Backup of David's Livejournal

python arguments are post-its


Consider:


>>> def foo(a): a = 2
...
>>> x = 1
>>> foo(x)
>>> x
1


And:


>>> def bar(b): b.append(2)
...
>>> y = []
>>> bar(y)
>>> y
[2]

Alex Martelli dismisses newbie "by value or by reference" questions with the following:

The terminology problem may be due to the fact that, in python, the
value of a name is a reference to an object. So, you always pass the
value (no implicity copying), and that value is always a reference.

I find it simpler to explain as: the semantics of argument passing are
_exactly_ identical to that of assignment (binding) to a barename; you
can fruitfully see argument passing as local (bare) names of the called
function being assigned initial values by the caller (that's exactly
what happens, in practice). Now if you want to coin a name for that,
such as "by object reference", "by uncopied value", or whatever, be my
guest.

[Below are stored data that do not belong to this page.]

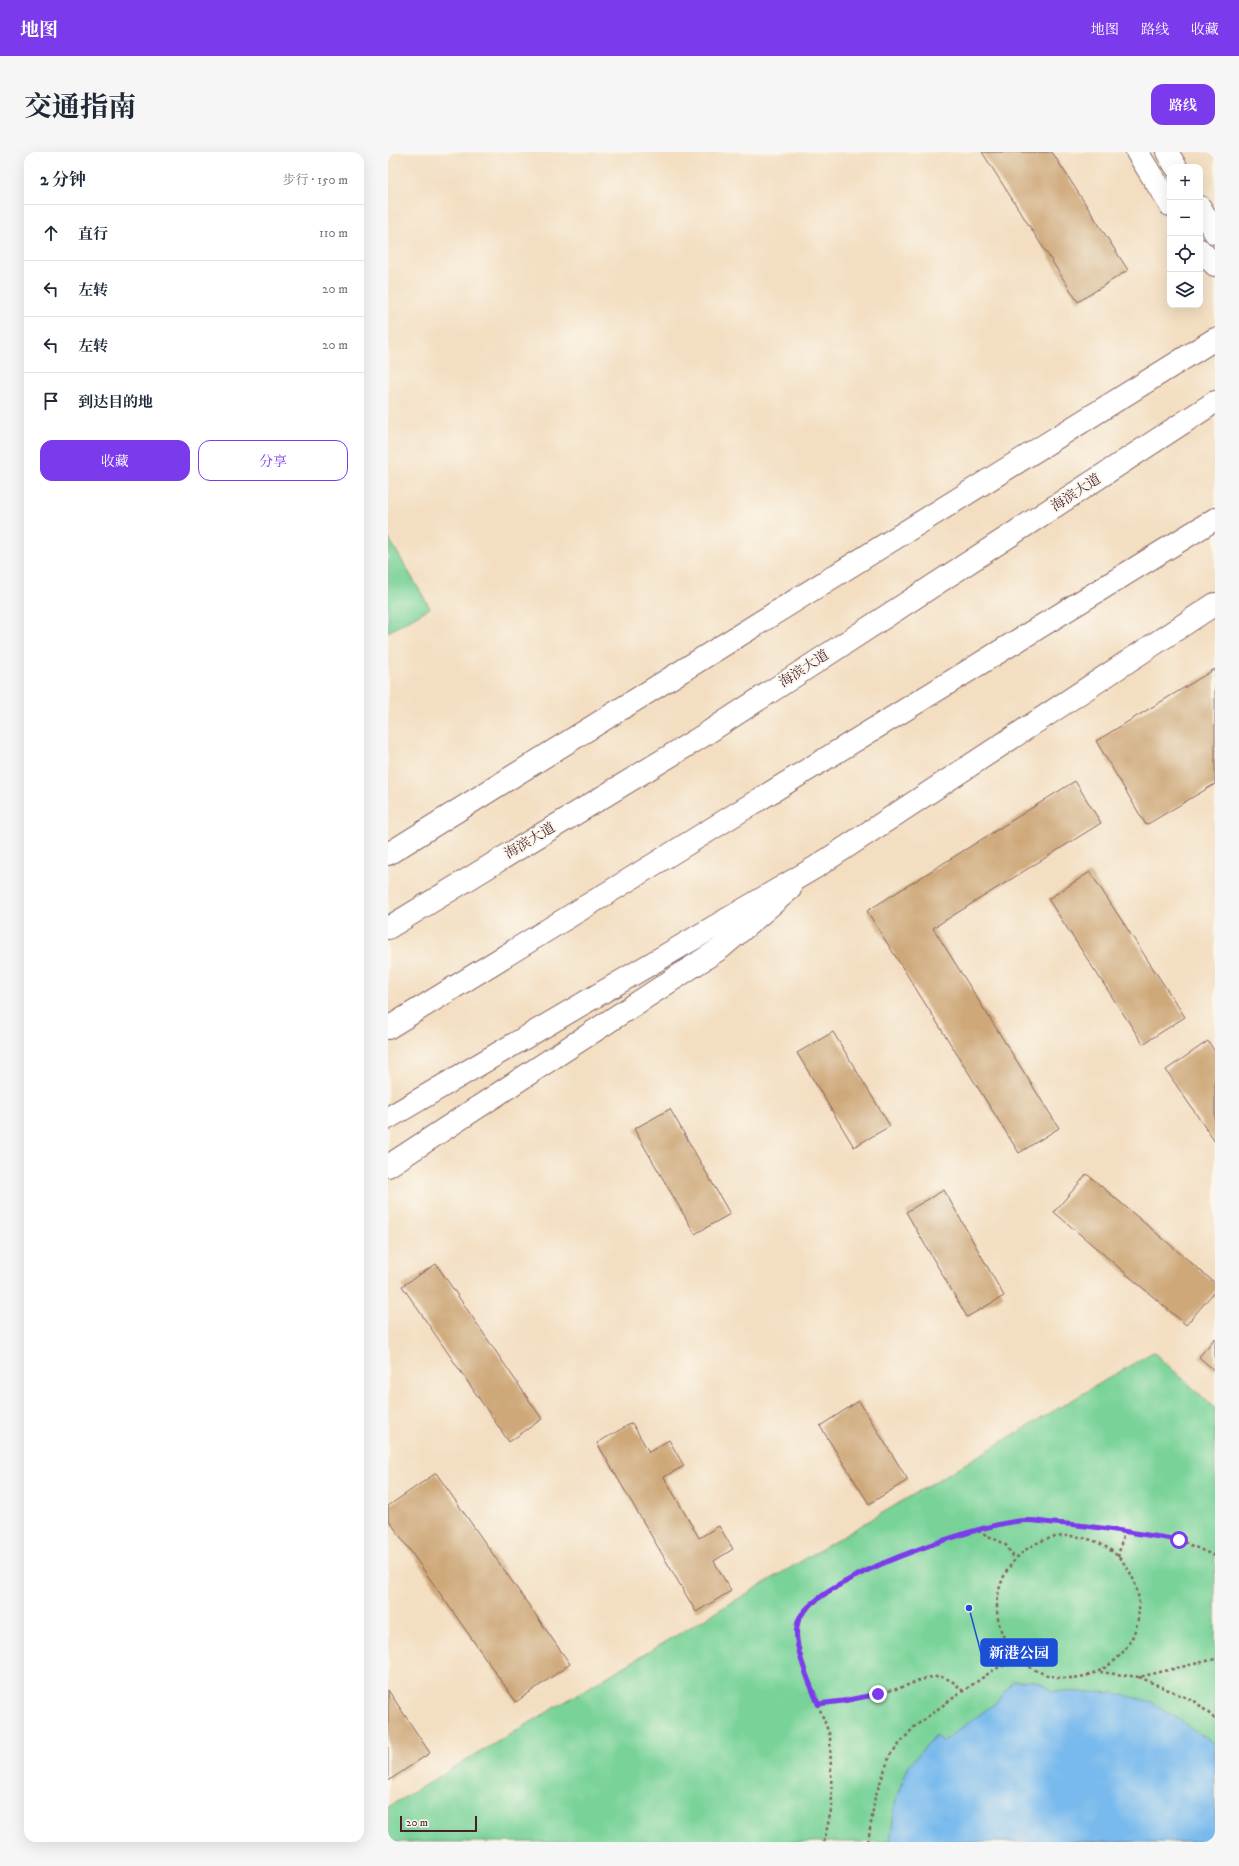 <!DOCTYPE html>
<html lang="zh">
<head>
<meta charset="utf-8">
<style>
  body { margin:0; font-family:"IM FELL DW Pica","Noto Serif SC",serif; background:#f6f6f7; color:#1f2937 }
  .controls { position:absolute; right:12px; top:12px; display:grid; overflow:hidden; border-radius:8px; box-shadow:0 4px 16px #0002 }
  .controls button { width:36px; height:36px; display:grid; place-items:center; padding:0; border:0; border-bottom:1px solid #e0e1e3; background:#fff; color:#1f2937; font:20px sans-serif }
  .scale { position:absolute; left:12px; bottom:10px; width:77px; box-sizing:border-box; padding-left:4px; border:2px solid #4a1f2b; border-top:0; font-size:11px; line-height:14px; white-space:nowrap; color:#4a1f2b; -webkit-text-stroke:3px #fbf7ec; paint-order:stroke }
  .stop { position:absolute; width:12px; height:12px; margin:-9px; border:3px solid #7c3aed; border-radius:50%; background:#fff }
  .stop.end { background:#7c3aed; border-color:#fff; box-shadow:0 1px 4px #0008 }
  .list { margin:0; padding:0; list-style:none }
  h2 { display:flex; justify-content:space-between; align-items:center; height:52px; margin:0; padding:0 16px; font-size:17px }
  h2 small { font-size:13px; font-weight:400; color:#747a83 }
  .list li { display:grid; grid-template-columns:26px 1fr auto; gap:12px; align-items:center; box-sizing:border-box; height:56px; padding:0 16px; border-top:1px solid #e0e1e3 }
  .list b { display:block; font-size:15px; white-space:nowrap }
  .list em { font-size:13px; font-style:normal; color:#747a83 }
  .actions { display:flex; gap:8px; padding:12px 16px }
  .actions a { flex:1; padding:9px 0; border:1px solid #7c3aed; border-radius:12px; text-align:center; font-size:14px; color:#7c3aed }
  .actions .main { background:#7c3aed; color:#fff }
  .icon { flex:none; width:22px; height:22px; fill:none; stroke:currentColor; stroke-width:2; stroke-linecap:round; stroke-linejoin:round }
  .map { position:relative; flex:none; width:827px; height:1690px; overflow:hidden; border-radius:12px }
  header { display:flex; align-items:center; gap:24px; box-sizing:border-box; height:56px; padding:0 20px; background:#7c3aed; color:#fff }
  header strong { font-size:19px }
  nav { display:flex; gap:22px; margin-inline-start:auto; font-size:14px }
  .intro { display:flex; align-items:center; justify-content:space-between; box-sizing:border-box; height:96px; padding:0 24px }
  h1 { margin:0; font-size:28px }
  .button { padding:10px 18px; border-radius:12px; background:#7c3aed; color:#fff; font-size:14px; font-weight:700 }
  main { display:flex; gap:24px; padding:0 24px }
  aside { flex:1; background:#fff; border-radius:12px; box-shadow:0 4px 16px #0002 }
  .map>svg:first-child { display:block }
  .green { fill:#79d399; stroke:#627962 }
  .water { fill:#78baed; stroke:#616c8c }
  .building { fill:#cea879 }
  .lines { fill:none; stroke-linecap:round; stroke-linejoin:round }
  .street-casing { stroke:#856260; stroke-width:24 }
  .primary-casing { stroke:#856260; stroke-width:24 }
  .highway-casing { stroke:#856260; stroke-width:24 }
  .path { stroke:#856260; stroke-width:2.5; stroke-dasharray:3 3; stroke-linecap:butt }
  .street { stroke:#fff; stroke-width:22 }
  .primary { stroke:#fff; stroke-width:22 }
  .highway { stroke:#fff; stroke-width:22 }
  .route { stroke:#7c3aed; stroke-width:5 }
  .labels { text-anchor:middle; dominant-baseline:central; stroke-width:4; stroke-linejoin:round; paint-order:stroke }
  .street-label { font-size:14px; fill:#4a1f2b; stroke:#fbf7ec }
  .leader { fill:none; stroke:#1d4ed8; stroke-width:1.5 }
  .callout-dot { fill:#1d4ed8; stroke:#fbf7ec; stroke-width:1.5 }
  .callout { fill:#1d4ed8; stroke:#1d4ed8; stroke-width:1.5 }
  .callout-label { font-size:15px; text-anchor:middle; font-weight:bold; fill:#fff }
</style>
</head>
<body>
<header>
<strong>地图</strong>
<nav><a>地图</a><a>路线</a><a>收藏</a></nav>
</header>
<div class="intro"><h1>交通指南</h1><a class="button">路线</a></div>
<main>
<aside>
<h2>2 分钟<small>步行 · 150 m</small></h2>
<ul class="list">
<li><svg class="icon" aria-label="ahead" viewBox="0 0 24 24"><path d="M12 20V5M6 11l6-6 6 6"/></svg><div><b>直行</b></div><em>110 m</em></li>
<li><svg class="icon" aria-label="left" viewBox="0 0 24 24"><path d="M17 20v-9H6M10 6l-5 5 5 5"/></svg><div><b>左转</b></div><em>20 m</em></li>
<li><svg class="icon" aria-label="left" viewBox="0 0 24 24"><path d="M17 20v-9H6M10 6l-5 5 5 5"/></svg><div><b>左转</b></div><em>20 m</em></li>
<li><svg class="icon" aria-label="arrive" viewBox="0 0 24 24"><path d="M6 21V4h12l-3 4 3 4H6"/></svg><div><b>到达目的地</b></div></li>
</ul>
<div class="actions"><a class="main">收藏</a><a>分享</a></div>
</aside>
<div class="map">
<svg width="827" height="1690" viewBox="0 0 827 1690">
  <rect width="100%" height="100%" fill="#fbf7ec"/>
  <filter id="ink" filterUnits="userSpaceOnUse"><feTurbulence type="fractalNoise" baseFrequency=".025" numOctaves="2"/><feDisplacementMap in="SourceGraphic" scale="8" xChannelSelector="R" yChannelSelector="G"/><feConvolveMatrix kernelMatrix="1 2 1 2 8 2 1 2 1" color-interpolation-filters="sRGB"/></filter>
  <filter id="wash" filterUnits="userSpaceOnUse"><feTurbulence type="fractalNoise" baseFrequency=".012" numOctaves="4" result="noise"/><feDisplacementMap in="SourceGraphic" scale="16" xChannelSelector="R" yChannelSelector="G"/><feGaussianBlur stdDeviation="0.9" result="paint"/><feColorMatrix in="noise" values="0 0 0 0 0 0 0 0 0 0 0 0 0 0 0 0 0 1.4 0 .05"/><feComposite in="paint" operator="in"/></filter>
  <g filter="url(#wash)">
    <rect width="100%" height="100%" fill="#f3dec1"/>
    <path class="green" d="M0 385 42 456 0 480Z
      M765 1200 827 1256V1690H0V1655Z"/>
    <path class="water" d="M625 1529H649L665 1539 727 1541 764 1550 827 1592V1690H502L508 1646 521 1613 548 1583 554 1590 609 1550Z"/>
    <g id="blocks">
      <path class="building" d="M594 0H664L740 118 690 150Z
        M827 517V632L758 673 708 589Z
        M687 629 713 671 545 776 671 976 631 1001 479 759Z
        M702 720 797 865 755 892 660 747Z
        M445 880 502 974 466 995 409 901Z
        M820 889 827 900V990L778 918Z
        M282 957 342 1062 307 1082 246 977Z
        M699 1022 827 1131V1139L798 1173 666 1060Z
        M556 1038 616 1144 579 1165 518 1060Z
        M48 1112 154 1267 121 1290 14 1134Z
        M827 1186V1219L811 1205Z
        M471 1249 520 1328 481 1352 432 1274Z
        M244 1271 261 1300 281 1288 296 1314 276 1325 311 1386 331 1374 345 1397 326 1409 343 1439 308 1460 209 1291Z
        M48 1321 182 1512 128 1550 0 1367V1354Z
        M0 1538 42 1601 0 1629Z"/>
    </g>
  </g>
  <g filter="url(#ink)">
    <use href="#blocks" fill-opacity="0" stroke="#856260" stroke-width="1"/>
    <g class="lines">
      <defs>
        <path id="street" d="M749 0 782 53
          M812 98 827 113
          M0 1014 333 796 402 737"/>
        <path id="primary" d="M779 0 788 15
          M812 55 827 81"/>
        <path id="highway" d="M0 702 827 187
          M0 776 313 585 827 250
          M0 876 827 367
          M0 966 428 715 827 452"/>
      </defs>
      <use href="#street" class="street-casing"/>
      <use href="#primary" class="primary-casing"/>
      <use href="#highway" class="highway-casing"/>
      <path class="path" d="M590 1379 617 1392 627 1407
        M609 1455a71 71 0 1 1 142 0a71 71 0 1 1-142 0Z
        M730 1405 736 1380
        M712 1520 751 1525 827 1507
        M751 1525 808 1550 827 1567
        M430 1552C457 1549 482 1544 508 1537 523 1533 537 1524 552 1525 562 1526 569 1533 575 1539
        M436 1690 444 1654 442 1584 414 1510 408 1482 412 1465 431 1446 489 1413 571 1383 632 1368 694 1373 791 1388 827 1404
        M480 1690 487 1645 502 1603 526 1575 558 1551 607 1517 633 1507"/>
      <use href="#street" class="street"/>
      <use href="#primary" class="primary"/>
      <use href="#highway" class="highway"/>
    </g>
  </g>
  <g class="lines" filter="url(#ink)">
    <path class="route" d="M490 1542 455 1549 430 1552C422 1531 400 1486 412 1465 436 1425 584 1374 631 1369 642 1367 654 1370 665 1371 707 1373 749 1382 791 1388"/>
  </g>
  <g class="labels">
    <g class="street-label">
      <text transform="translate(688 341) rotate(-33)">海滨大道</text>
      <text transform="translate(416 517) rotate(-33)">海滨大道</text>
      <text transform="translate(142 689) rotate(-31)">海滨大道</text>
    </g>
  </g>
  <path class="leader" d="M581 1456L593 1501"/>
  <circle class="callout-dot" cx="581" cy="1456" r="4"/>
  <rect class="callout" x="593" y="1487" width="76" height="27" rx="4"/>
  <g class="callout-label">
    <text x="631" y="1506">新港公园</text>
  </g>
</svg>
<div class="controls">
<button>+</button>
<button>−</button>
<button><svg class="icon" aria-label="locate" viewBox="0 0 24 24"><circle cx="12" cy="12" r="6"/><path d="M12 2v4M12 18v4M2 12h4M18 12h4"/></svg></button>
<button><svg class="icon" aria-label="layers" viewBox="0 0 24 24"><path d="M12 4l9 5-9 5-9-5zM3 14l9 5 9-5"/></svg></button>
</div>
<div class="scale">20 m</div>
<div class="stop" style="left:791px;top:1388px"></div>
<div class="stop end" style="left:490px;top:1542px"></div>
</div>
</main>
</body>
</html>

Trying to reuse terminology that is more generally applied to
languages where "variables are boxes" to a language where "variables are
post-it tags" is, IMHO, more likely to confuse than to help.

Comments

 tpederson on Apr 3rd 2007 at 10:44 PM
I think I understand it on first glance. I hope so anyway. Maybe this will confirm it: so if you would have said y = [1], then called bar(y), y would still be equal to [2] after the call, right?

 dblume on Apr 3rd 2007 at 11:04 PM
After the call, y would be [1, 2]. Is that what you meant? It's hard to put it more correctly than Alex did. It takes a minute to read it, but once it is grokked, enlightenment is achieved. Anyway, I thought it was cool how once I dismissed my own "reference or copy" way of thinking, I actually got it.